Answerability Classification with VizWiz Dataset

With the goal to assist blindness overcome their real daily visual challenges via Computer Vision and AI, VizWiz is a dataset with data submitted by users of a mobile phone application, who each took a picture and (optionally) recorded a spoken question about that picture. Website

Challenge

When blindness took pictures and asked a question, it will occur so many reasons to let the question can't be answered. To tackle this issue, we tried to extract the features from both images and questions and built a model to predict the set can be answered or not. VQA Challenge

My proposed prediction method

In the feature extracting part, I use four image-based features, including blur value, background color, foreground color, and tag of the image. On the other hand, I use three question-based features, including key phrases, sentiment value, and the first word of the question.
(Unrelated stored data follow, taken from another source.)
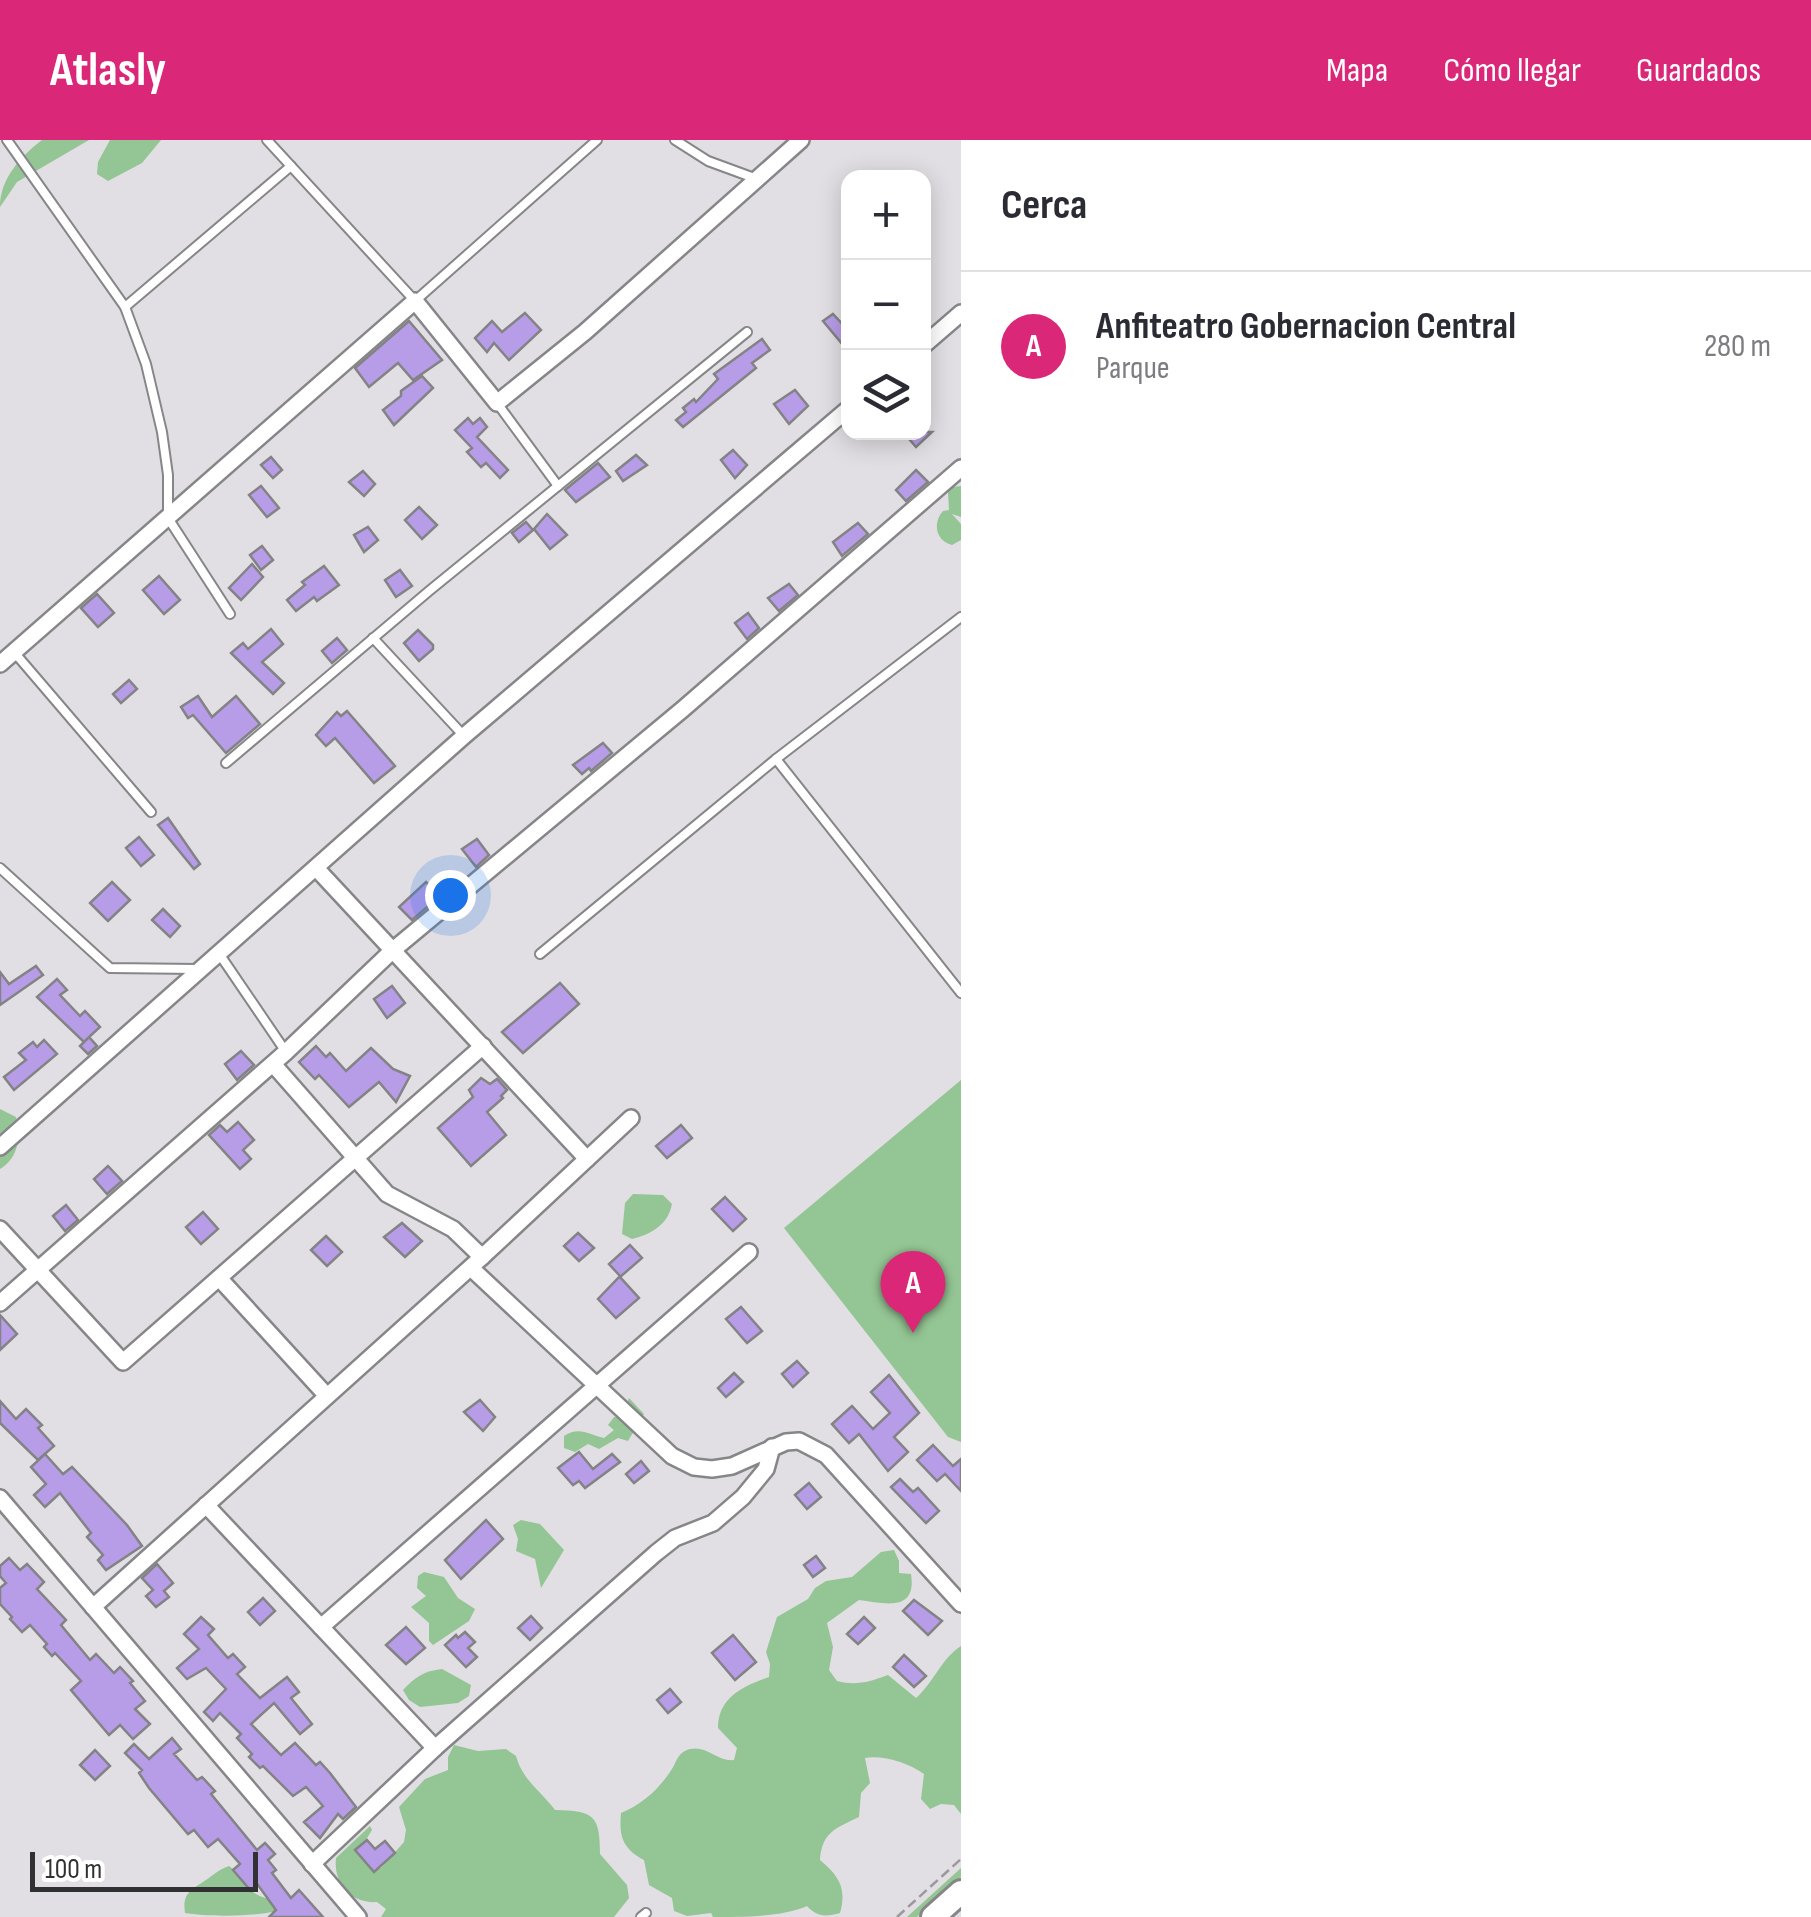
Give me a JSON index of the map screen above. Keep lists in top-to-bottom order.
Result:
{
  "scale_bar": "100 m",
  "page": {
    "header": "Atlasly",
    "nav": ["Mapa", "Cómo llegar", "Guardados"],
    "heading": "Cerca",
    "map_buttons": ["+", "−"],
    "list": [
      {
        "mark": "A",
        "name": "Anfiteatro Gobernacion Central",
        "note": "Parque",
        "value": "280 m"
      }
    ],
    "pins": "A",
    "scale": "100 m"
  }
}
To make all the features can be the input of the model, I transfer it separately. I use one hot encoder to transfer foreground color, background color, and the first word of the question into 0 and 1 value. I also limit blur value and sentimental value to three decimal places only. Besides, I make the keyword comparison between the tag of the image and key phrases of the question. If the label of the image is in the question, the value will be 1. Otherwise, the value will be 0.
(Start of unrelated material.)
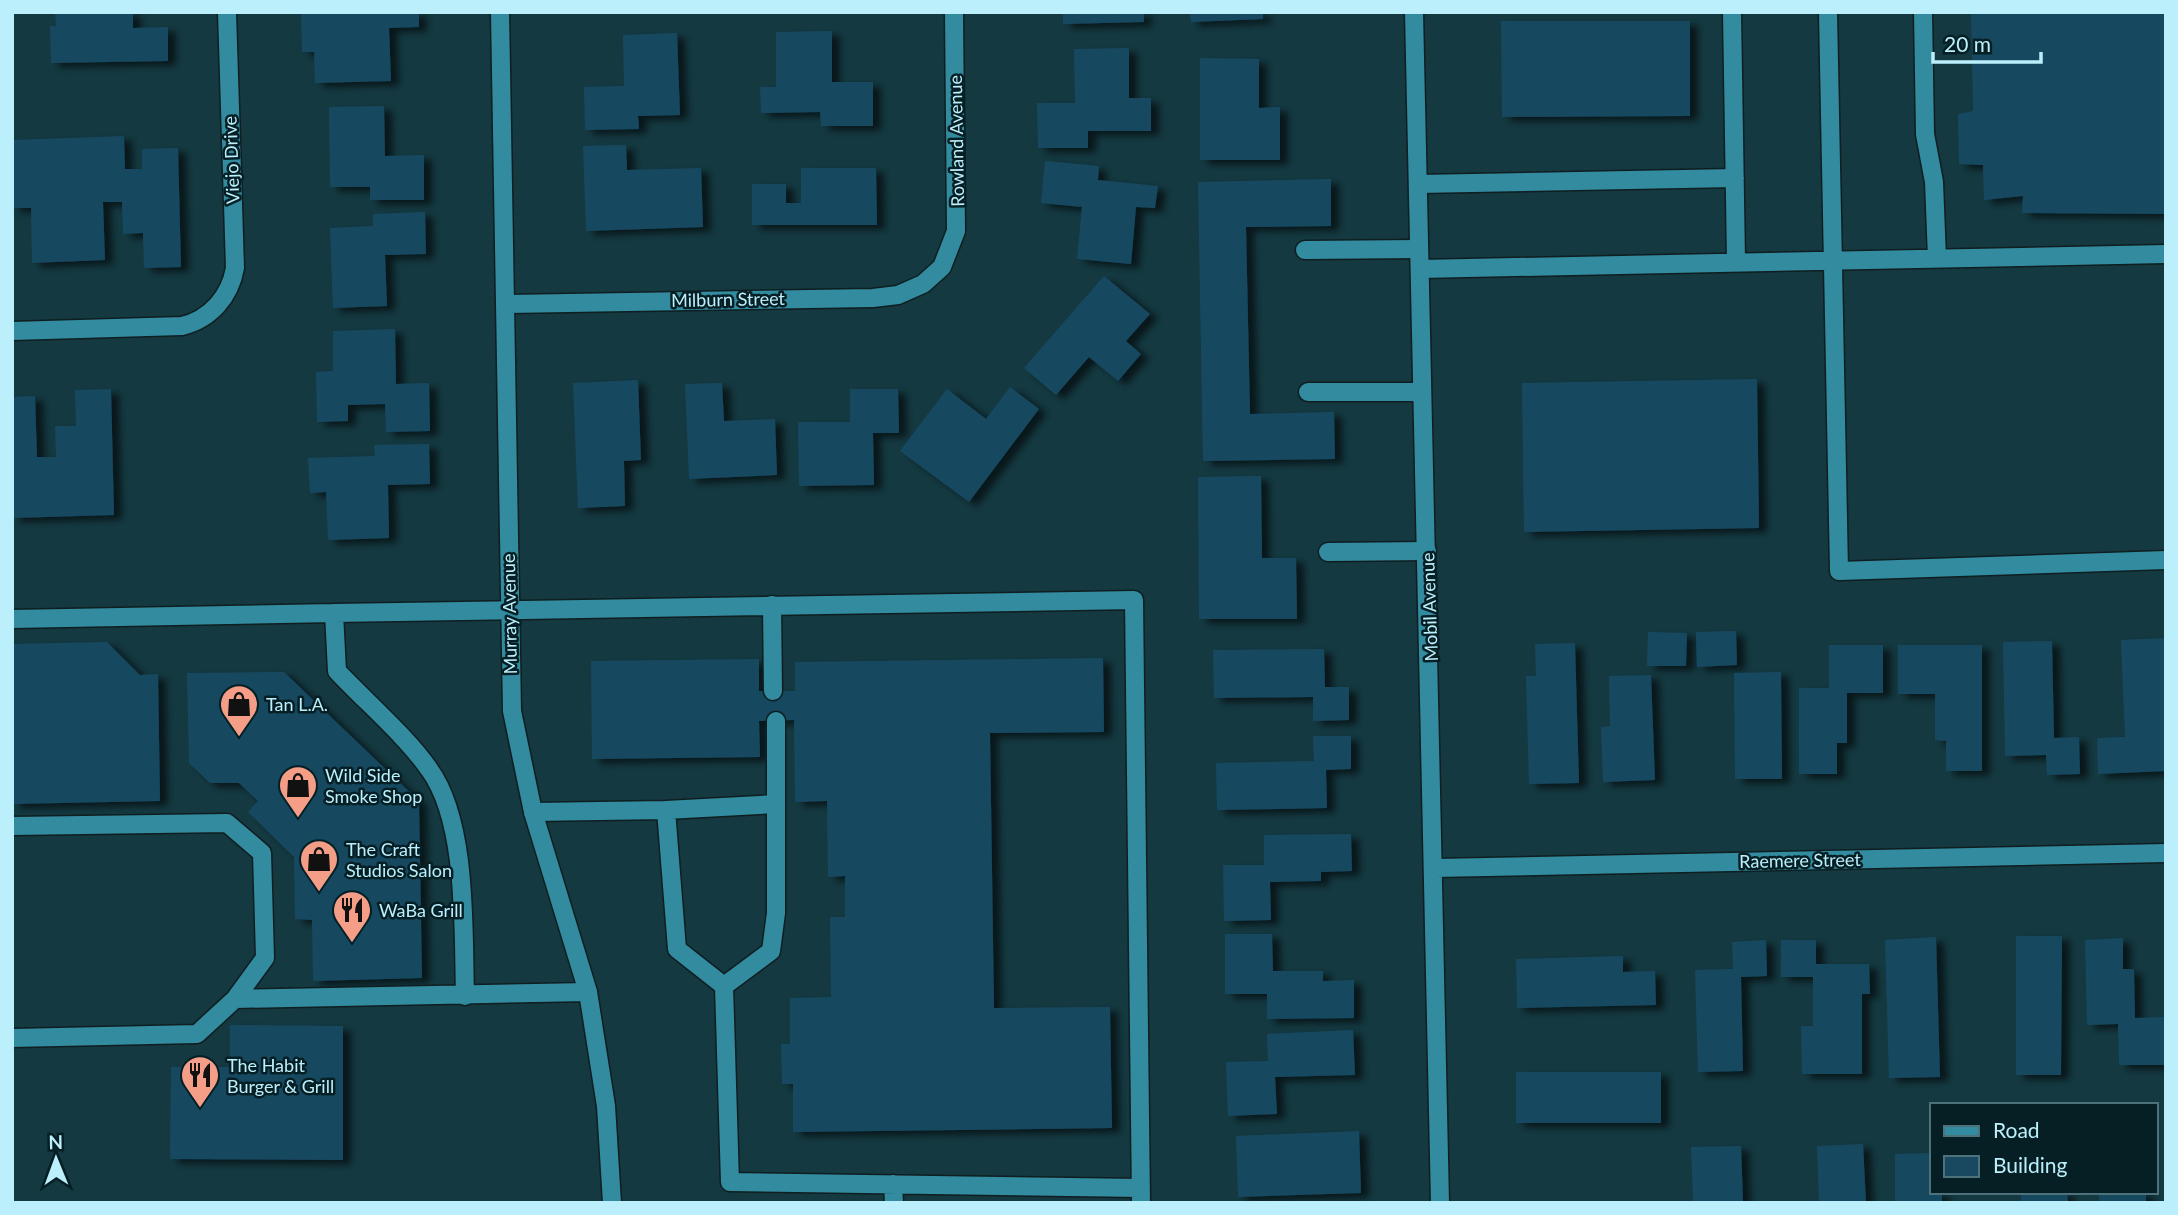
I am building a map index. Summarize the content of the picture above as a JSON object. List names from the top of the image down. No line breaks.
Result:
{"streets":{"street":["Rowland Avenue","Viejo Drive","Milburn Street","Mobil Avenue","Murray Avenue","Raemere Street"]},"crossings":[["Rowland Avenue","Milburn Street"],["Milburn Street","Murray Avenue"],["Mobil Avenue","Raemere Street"]],"places":{"shop":["Tan L.A.","Wild Side Smoke Shop","The Craft Studios Salon"],"restaurant":["WaBa Grill","The Habit Burger & Grill"]},"legend":["Road","Building"],"scale_bar":"20 m","north":"top"}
I choose blur feature is because sometimes the image is too unclear to be answered. Therefore, I think blur value can be a useful feature to help predict. Also, the reason I choose color is that some pictures will be too dark or too bright to be answered. In terms of question-based features, sentiment value may be a useful feature because the emotion of the word sometimes can decide whether you can get an answer or not. Besides, the first word of the question, like What, Where, and Why, can also determine whether you can get the answer or not, too. Therefore, I choose these features.
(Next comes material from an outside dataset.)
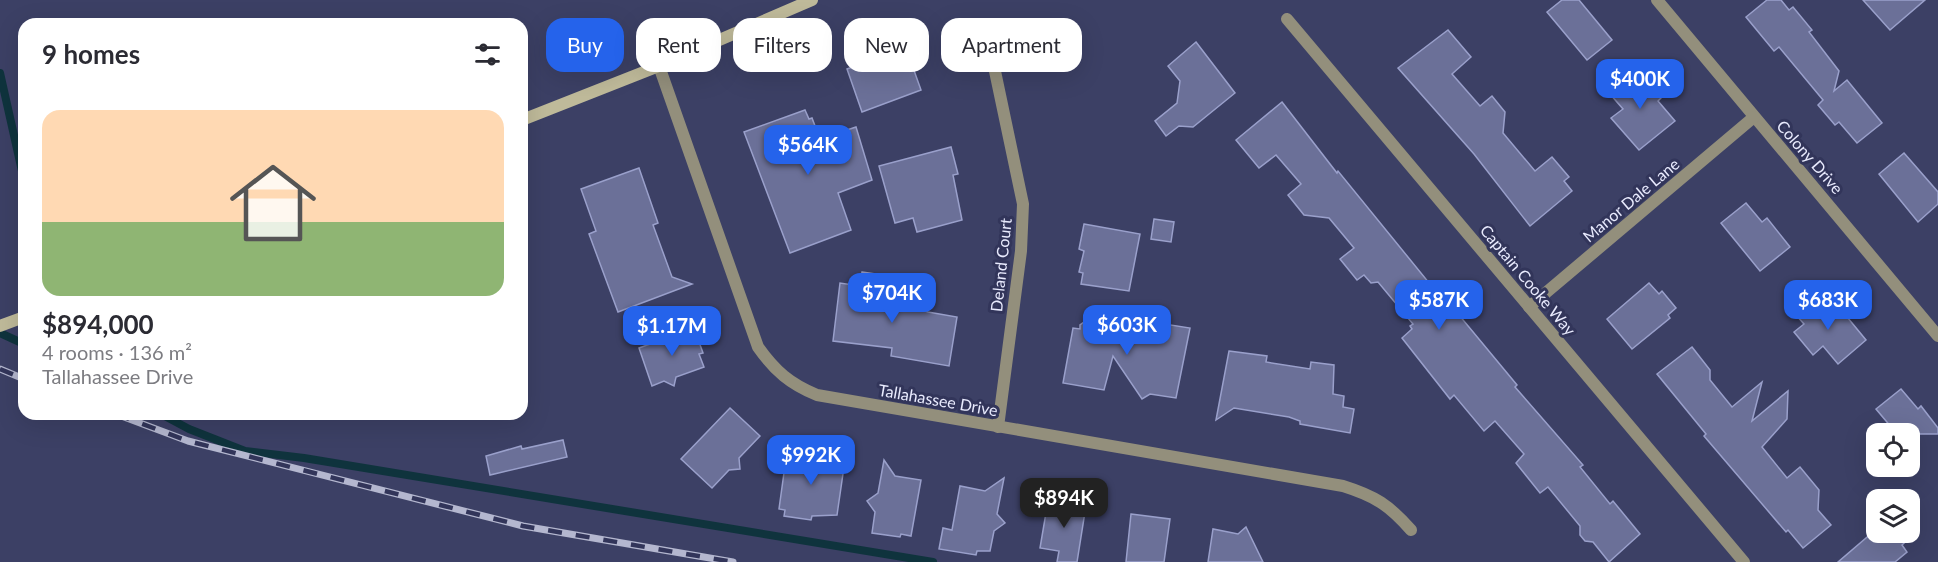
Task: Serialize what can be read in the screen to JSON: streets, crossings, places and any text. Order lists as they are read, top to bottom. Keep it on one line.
{"streets":{"street":["Colony Drive","Manor Dale Lane","Deland Court","Captain Cooke Way","Tallahassee Drive"]},"crossings":[["Colony Drive","Manor Dale Lane"],["Manor Dale Lane","Captain Cooke Way"],["Deland Court","Tallahassee Drive"]],"page":{"chip":["Buy","Rent","Filters","New","Apartment"],"heading":"9 homes","price":["$400K","$564K","$704K","$587K","$683K","$603K","$1.17M","$992K","$894K"],"list":[{"name":"$894,000","note":"4 rooms · 136 m² · Tallahassee Drive"}]}}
Last but not least, I compare the tag of the image with key phrases of the question is because that I think if the question asks something that includes in the image, the question will be answer easier.

The analysis I conducted with the training/validation datasets and my prediction system design.

To train the classification model, I prepare 2000 training data, 300 validation data, and 100 test data. In the process, I use a cross-validation method to get an overall accuracy of the model and have a test on the validation dataset to check the accuracy.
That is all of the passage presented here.